Difficile de regarder le premier film de Dave Mc Kean sans trépigner sur mon séant de joie et d'impatience. En effet, ce n'est pas sans contentement que je
m'apprête à visionner ce long-métrage orchestré par Mc Kean, ce même personnage dont les créations graphiques, poétiques et illustratives bercent un
bon nombre de lecteurs de comics depuis plus de 15 ans. Citons donc les « Mr Punch », « Cages », « Black Orchid » , « Sandman », « Signal to
Noise » et le grand « Arkham Asylum », pour comprendre ce qu'il en retourne du trublion graphique (la liste s'allonge si l'on compte ses nombreuses créations pour des
pochettes de disque ou autres). Mac Kean est un talentueux touche à tout. Manipulant le dessin, la photo, la peinture, les volumes et la typographie,
il avait donné un coup de fouet au graphisme dans les années 90 par sa façon de travailler l'image et le sens onirique qu'il donnait à ses « remix » graphiques. Oui Mc Kean a du style, Mc Kean a son style. Mais non content d'avoir déjà exploré bon nombre de médias d'expressions, il se
lance dans la réalisation de son premier long-métrage (après avoir fait ses premières armes sur des clips et autres courts). Nom de code :
Mirrormask…
D'un scénario signé Dave Mc Kean et Neil
Gaiman, qui n'est pas un bras cassé de l'écriture (Sandman, Neverwhere, etc.), Mirrormask est un film fantastique et onirique sur la fuite d'une adolescente
dans un monde parallèle pour échapper à son quotidien qui l'étouffe. Oui, on pourrait croire qu'il est inspiré de Lewis Carroll. La trame lui rend un
certain hommage puis le film prend son envol et son style. Il est juste impossible de ne pas se faire la remarque sur la ressemblance du personnage d'Hélena avec une certaine Alice.
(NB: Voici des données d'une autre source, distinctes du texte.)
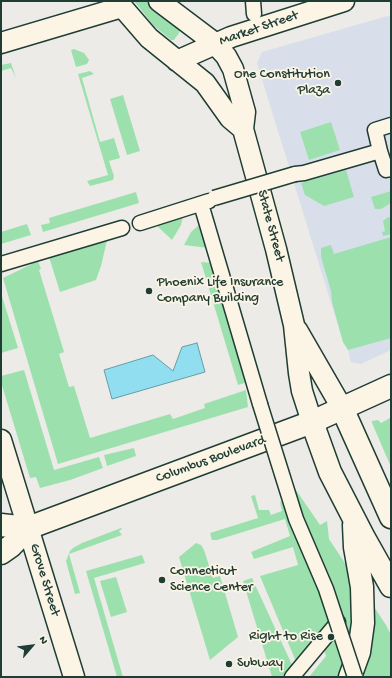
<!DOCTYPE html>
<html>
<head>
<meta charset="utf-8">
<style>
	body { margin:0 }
	#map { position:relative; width:392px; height:678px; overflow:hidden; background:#ecebe7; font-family:"Gochi Hand",sans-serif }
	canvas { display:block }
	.frame { position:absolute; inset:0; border:2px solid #1f3d34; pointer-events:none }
	.north { position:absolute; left:12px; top:626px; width:40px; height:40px; -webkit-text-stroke:3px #fcf5e5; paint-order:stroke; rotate:62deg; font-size:11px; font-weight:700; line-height:16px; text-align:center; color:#1f3d34 }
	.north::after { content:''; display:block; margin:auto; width:14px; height:18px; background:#1f3d34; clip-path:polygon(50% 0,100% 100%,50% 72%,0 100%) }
</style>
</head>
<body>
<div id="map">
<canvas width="392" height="678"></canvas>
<div class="frame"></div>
<div class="north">N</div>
</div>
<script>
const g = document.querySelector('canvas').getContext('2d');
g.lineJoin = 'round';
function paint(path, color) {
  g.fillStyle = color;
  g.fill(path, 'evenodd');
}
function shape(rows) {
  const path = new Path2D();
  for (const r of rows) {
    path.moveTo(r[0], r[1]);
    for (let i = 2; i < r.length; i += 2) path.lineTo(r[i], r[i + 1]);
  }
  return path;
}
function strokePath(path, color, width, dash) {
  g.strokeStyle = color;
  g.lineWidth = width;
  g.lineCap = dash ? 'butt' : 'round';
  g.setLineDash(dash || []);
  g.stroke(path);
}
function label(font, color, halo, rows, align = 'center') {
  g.font = font + ' "Gochi Hand",sans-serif';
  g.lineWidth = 3.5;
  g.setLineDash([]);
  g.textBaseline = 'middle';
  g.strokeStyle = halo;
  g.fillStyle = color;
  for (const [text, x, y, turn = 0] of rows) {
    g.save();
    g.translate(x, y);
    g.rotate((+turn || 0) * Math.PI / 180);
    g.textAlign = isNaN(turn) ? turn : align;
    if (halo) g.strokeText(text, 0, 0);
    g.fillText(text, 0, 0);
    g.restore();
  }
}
paint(shape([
	[391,15,391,350,361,364,351,362,348,350,343,342,257,63,262,52]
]), '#d8dfea');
paint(shape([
	[134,1,146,1,180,28,179,33,174,40,171,40,154,26],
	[74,49,84,53,89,60,87,64,76,67,71,50],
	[11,63,16,78,11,68,1,71,1,65],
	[90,71,94,74,82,78,100,142,114,138,120,158,109,161,114,176,113,180,90,186,87,181,108,175,78,74],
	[123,95,140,151,127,155,110,99],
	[331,122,340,150,309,160,300,132],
	[346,170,354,197,324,206,305,195,301,183],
	[391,191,391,203,381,209,375,209,371,197],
	[136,192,139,203,43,232,41,225,50,223,49,218],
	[183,217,181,225,172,240,155,224],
	[388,217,391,218,391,234,383,236,382,232,385,231,383,221],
	[27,224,31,235,1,244,1,232],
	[199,225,208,248,184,245,191,232],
	[108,236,101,266,96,280,60,292,49,257],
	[391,237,391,338,348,350,343,342,332,302,331,291,321,257,321,248,331,245,334,254],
	[38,261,41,269,39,270,64,352,59,354,69,387,74,386,90,438,170,414,173,419,205,408,204,404,246,390,248,407,58,464,3,278],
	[201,262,212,263,233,326,245,383,238,385],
	[1,293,18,348,1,353],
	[24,370,54,470,99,457,103,468,70,480,40,488,36,477,30,478,1,382,1,376],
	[390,418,391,420,391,467,372,423,372,421,378,420,381,423],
	[134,448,136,456,107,466,104,455],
	[296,490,320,525,327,521,329,539,386,625,391,635,391,677,309,677,326,656,320,636,297,664,260,576,298,565,293,547,254,559,251,552,290,536,285,519,217,540,212,540,210,533,258,518,251,496,255,495,259,510,269,510,271,515,282,511,280,502,284,500,282,494],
	[121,528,122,529,119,531,122,535,69,554,80,593,75,594,66,561,70,551,73,548,82,543],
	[196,543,201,545,204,550,213,578,220,576,238,637,210,660,179,557],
	[142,555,145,563,94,578,123,677,117,677,86,571],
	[116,577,127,612,111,617,100,581],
	[252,578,293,667,285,677,272,677,243,581]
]), '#9ce1ad');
const water = shape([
	[197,343,205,372,112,399,104,370,153,355,173,371,182,347,197,343]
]);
paint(water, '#91def1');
strokePath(water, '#639ea5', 1);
const street = shape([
	[253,1,254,14],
	[380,151,386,170,391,169],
	[295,174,304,173,380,151,375,130,391,125],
	[201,204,260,404],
	[140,223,209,201],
	[1,264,122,228],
	[292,677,338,622]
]);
const secondary = shape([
	[117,1,149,38,205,83,230,118,243,129],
	[159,1,212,41,226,56,233,69,245,112,243,129,276,249,294,325,299,373,302,391,312,422],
	[1,43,122,7],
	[177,61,231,37,344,1],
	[297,330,342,408],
	[1,440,74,677]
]);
const primary = shape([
	[1,525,28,528],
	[1,553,11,546,28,528,312,422,391,386]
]);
const highway = shape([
	[342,408,391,517],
	[312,422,330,472,364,538,391,586],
	[350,677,359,652,363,623,362,587,355,547,354,525]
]);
strokePath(street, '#1f3d34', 17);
strokePath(secondary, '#1f3d34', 23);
strokePath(primary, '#1f3d34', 25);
strokePath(highway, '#1f3d34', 25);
strokePath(street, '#fcf5e5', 14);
strokePath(secondary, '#fcf5e5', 20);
strokePath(primary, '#fcf5e5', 22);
strokePath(highway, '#fcf5e5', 22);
const streetBridge = shape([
	[214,198,295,174],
	[260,404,296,519,326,589,355,677]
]);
strokePath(streetBridge, '#1f3d34', 17, []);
strokePath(streetBridge, '#fcf5e5', 14);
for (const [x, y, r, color] of [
	[338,83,4,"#1f3d34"],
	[149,291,4,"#1f3d34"],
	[162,580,4,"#1f3d34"],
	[331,637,4,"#1f3d34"],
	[229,664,4,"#1f3d34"]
]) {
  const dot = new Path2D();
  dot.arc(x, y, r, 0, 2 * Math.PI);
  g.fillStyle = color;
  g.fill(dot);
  strokePath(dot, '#fcf5e5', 1.5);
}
label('14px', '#1f3d34', '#fcf5e5', [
	["Market Street",259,29,-19],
	["State Street",270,226,75],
	["Columbus Boulevard",211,460,-20],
	["Grove Street",44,580,73]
]);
label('14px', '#1f3d34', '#fcf5e5', [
	["One Constitution",330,75,"right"],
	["Plaza",330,91,"right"],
	["Phoenix Life Insurance",157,283],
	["Company Building",157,299],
	["Connecticut",170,572],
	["Science Center",170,588],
	["Right to Rise",323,637,"right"],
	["Subway",237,664]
], 'left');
</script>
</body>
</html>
Helena, adulte sur le devenir, vit dans un cirque, celui de ses parents. Adolescente en pleine crise, elle ne supporte plus cette vie de foire et de cloisonnement dans le monde du
spectacle. Alors qu'au cours d'une soirée où sa mère perd conscience suite à son numéro, elle tente de trouver un moyen de s'évader de ce monde et cherche un moyen de sauver sa mère du
coma et du décès. Elle plonge alors dans un monde surréaliste peuplé d'images hostiles et de personnages atypiques qui la mettront à l'épreuve dans la quête de l'objet qui lui permettrait
d'arriver à ses fins, un masque doré au puissant pouvoir.
Visuellement et pour son premier film, Dave Mc Kean sort encore ses griffes et nous offre
un spectacle dans la lignée de ses précédentes réalisations imprimées. Ce long-métrage est magnifiquement beau et l'on voit que le bonhomme a travaillé son visuel et connaît la photo. Le
travail des cadrages est ciselé et chaque plan pourrait être affiché en guise d'illustration. On se promène dans ce monde altéré qui pourrait sortir tout droit d'un rêve le plus débridé.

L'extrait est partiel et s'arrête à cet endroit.